Stored entries:

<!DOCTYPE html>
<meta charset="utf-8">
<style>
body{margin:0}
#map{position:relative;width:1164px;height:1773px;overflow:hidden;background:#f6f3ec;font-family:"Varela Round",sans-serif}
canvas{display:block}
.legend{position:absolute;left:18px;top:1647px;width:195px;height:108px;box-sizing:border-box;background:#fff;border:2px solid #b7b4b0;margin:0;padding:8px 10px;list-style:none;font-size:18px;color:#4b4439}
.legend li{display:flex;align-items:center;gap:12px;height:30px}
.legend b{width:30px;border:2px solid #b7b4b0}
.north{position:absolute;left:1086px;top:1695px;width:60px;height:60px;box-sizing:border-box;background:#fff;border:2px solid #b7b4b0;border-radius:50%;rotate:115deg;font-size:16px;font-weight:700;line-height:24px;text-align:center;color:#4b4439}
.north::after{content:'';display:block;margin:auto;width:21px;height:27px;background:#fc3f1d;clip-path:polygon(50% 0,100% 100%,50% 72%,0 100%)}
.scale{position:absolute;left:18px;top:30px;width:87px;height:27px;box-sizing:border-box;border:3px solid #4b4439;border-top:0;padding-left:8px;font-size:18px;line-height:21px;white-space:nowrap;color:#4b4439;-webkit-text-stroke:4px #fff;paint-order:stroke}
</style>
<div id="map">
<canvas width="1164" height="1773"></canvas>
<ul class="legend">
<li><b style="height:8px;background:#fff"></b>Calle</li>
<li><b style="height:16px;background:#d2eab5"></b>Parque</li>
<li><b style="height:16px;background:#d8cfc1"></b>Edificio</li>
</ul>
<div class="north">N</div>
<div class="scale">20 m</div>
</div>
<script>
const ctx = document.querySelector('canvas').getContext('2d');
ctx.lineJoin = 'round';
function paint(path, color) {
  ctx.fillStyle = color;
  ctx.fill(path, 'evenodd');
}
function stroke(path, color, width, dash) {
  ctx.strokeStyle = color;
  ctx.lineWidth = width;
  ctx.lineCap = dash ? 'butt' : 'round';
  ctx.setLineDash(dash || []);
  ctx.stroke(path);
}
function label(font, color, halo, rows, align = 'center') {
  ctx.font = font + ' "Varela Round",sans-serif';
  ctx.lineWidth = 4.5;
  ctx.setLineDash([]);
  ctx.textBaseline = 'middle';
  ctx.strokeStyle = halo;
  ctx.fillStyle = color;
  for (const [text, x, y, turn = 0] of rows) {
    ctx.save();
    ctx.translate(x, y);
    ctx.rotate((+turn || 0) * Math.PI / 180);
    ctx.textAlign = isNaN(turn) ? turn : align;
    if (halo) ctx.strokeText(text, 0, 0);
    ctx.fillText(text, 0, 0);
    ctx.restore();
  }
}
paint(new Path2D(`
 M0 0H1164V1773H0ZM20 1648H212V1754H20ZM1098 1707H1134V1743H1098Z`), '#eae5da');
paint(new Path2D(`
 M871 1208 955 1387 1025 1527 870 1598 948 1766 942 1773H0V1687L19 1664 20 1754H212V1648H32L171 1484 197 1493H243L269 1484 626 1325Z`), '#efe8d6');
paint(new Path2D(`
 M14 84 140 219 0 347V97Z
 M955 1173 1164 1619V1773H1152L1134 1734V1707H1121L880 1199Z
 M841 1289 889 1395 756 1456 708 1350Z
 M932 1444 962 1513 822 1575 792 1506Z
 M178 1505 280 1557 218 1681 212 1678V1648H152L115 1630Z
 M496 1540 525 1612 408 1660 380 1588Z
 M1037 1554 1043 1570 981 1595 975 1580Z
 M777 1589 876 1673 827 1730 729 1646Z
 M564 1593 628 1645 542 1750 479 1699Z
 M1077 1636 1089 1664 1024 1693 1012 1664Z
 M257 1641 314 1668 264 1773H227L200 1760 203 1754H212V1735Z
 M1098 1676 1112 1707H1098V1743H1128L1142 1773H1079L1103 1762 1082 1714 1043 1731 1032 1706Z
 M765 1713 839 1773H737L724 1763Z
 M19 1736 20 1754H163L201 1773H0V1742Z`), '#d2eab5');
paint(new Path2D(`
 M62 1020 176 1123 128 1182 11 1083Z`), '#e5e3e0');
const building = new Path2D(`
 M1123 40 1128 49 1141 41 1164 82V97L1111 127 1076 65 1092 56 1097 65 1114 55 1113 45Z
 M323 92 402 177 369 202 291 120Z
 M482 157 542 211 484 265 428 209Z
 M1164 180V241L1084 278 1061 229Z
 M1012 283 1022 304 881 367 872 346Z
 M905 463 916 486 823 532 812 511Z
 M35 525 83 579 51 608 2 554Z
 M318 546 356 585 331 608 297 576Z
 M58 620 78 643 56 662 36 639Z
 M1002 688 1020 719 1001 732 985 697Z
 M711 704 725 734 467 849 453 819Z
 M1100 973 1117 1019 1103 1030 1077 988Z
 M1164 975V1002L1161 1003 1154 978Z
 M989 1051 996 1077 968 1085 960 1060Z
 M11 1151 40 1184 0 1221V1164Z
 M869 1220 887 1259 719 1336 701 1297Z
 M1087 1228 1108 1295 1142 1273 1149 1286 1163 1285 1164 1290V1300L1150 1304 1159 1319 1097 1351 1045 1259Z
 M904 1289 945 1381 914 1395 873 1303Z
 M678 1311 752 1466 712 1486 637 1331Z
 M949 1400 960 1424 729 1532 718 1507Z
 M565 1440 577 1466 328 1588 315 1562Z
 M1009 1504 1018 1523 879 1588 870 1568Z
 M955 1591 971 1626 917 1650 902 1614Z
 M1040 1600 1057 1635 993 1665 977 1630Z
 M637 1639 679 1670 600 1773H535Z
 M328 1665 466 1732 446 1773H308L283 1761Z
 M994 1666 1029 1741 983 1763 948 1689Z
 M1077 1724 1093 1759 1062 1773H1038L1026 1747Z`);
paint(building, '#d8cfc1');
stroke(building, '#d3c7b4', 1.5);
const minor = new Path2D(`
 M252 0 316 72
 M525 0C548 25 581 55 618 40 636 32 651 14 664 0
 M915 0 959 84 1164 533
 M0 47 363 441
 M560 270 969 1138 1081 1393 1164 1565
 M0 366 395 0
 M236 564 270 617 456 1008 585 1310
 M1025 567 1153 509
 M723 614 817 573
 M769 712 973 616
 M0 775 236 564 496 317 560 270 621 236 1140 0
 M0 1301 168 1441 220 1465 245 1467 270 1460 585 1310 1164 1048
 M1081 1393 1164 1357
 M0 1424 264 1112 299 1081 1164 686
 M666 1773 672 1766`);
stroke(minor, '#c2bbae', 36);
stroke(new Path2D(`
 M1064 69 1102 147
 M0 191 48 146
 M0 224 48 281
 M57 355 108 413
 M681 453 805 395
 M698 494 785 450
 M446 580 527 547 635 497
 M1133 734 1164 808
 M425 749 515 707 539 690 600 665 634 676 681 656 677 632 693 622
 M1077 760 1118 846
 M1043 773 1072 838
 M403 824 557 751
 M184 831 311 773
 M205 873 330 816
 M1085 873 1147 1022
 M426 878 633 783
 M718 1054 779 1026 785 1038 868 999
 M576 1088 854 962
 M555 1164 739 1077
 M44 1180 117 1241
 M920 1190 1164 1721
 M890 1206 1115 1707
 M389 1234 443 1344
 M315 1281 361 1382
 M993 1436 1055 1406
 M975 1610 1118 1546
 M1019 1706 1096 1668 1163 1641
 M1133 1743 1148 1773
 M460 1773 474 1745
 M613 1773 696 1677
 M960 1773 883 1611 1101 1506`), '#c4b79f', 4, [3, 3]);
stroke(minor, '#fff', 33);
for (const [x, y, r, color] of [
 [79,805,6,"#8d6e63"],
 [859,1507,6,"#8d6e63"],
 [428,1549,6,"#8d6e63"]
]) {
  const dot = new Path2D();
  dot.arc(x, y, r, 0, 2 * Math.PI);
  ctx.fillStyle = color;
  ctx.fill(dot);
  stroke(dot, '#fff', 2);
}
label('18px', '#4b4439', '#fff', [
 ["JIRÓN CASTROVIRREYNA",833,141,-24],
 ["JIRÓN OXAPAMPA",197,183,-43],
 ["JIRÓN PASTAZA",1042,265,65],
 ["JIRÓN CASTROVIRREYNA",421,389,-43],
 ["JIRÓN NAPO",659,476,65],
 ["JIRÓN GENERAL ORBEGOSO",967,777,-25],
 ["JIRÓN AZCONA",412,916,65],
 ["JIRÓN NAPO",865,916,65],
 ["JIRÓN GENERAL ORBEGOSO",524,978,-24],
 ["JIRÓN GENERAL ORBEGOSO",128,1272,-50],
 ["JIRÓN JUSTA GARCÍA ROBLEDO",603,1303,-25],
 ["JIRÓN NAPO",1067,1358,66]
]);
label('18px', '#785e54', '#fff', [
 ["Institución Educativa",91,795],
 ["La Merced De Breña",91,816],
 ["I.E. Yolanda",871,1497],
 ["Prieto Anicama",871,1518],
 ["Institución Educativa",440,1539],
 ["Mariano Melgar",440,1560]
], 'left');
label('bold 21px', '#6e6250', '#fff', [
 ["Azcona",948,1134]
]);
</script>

■ About this task ■
Given the data above, transcribe exactly the lines from the one containing "M841 1289 889 1395 756 1456 708 1350Z" down to the one containing "M236 564 270 617 456 1008 585 1310", and no others.

■ Answer below ■
 M841 1289 889 1395 756 1456 708 1350Z
 M932 1444 962 1513 822 1575 792 1506Z
 M178 1505 280 1557 218 1681 212 1678V1648H152L115 1630Z
 M496 1540 525 1612 408 1660 380 1588Z
 M1037 1554 1043 1570 981 1595 975 1580Z
 M777 1589 876 1673 827 1730 729 1646Z
 M564 1593 628 1645 542 1750 479 1699Z
 M1077 1636 1089 1664 1024 1693 1012 1664Z
 M257 1641 314 1668 264 1773H227L200 1760 203 1754H212V1735Z
 M1098 1676 1112 1707H1098V1743H1128L1142 1773H1079L1103 1762 1082 1714 1043 1731 1032 1706Z
 M765 1713 839 1773H737L724 1763Z
 M19 1736 20 1754H163L201 1773H0V1742Z`), '#d2eab5');
paint(new Path2D(`
 M62 1020 176 1123 128 1182 11 1083Z`), '#e5e3e0');
const building = new Path2D(`
 M1123 40 1128 49 1141 41 1164 82V97L1111 127 1076 65 1092 56 1097 65 1114 55 1113 45Z
 M323 92 402 177 369 202 291 120Z
 M482 157 542 211 484 265 428 209Z
 M1164 180V241L1084 278 1061 229Z
 M1012 283 1022 304 881 367 872 346Z
 M905 463 916 486 823 532 812 511Z
 M35 525 83 579 51 608 2 554Z
 M318 546 356 585 331 608 297 576Z
 M58 620 78 643 56 662 36 639Z
 M1002 688 1020 719 1001 732 985 697Z
 M711 704 725 734 467 849 453 819Z
 M1100 973 1117 1019 1103 1030 1077 988Z
 M1164 975V1002L1161 1003 1154 978Z
 M989 1051 996 1077 968 1085 960 1060Z
 M11 1151 40 1184 0 1221V1164Z
 M869 1220 887 1259 719 1336 701 1297Z
 M1087 1228 1108 1295 1142 1273 1149 1286 1163 1285 1164 1290V1300L1150 1304 1159 1319 1097 1351 1045 1259Z
 M904 1289 945 1381 914 1395 873 1303Z
 M678 1311 752 1466 712 1486 637 1331Z
 M949 1400 960 1424 729 1532 718 1507Z
 M565 1440 577 1466 328 1588 315 1562Z
 M1009 1504 1018 1523 879 1588 870 1568Z
 M955 1591 971 1626 917 1650 902 1614Z
 M1040 1600 1057 1635 993 1665 977 1630Z
 M637 1639 679 1670 600 1773H535Z
 M328 1665 466 1732 446 1773H308L283 1761Z
 M994 1666 1029 1741 983 1763 948 1689Z
 M1077 1724 1093 1759 1062 1773H1038L1026 1747Z`);
paint(building, '#d8cfc1');
stroke(building, '#d3c7b4', 1.5);
const minor = new Path2D(`
 M252 0 316 72
 M525 0C548 25 581 55 618 40 636 32 651 14 664 0
 M915 0 959 84 1164 533
 M0 47 363 441
 M560 270 969 1138 1081 1393 1164 1565
 M0 366 395 0
 M236 564 270 617 456 1008 585 1310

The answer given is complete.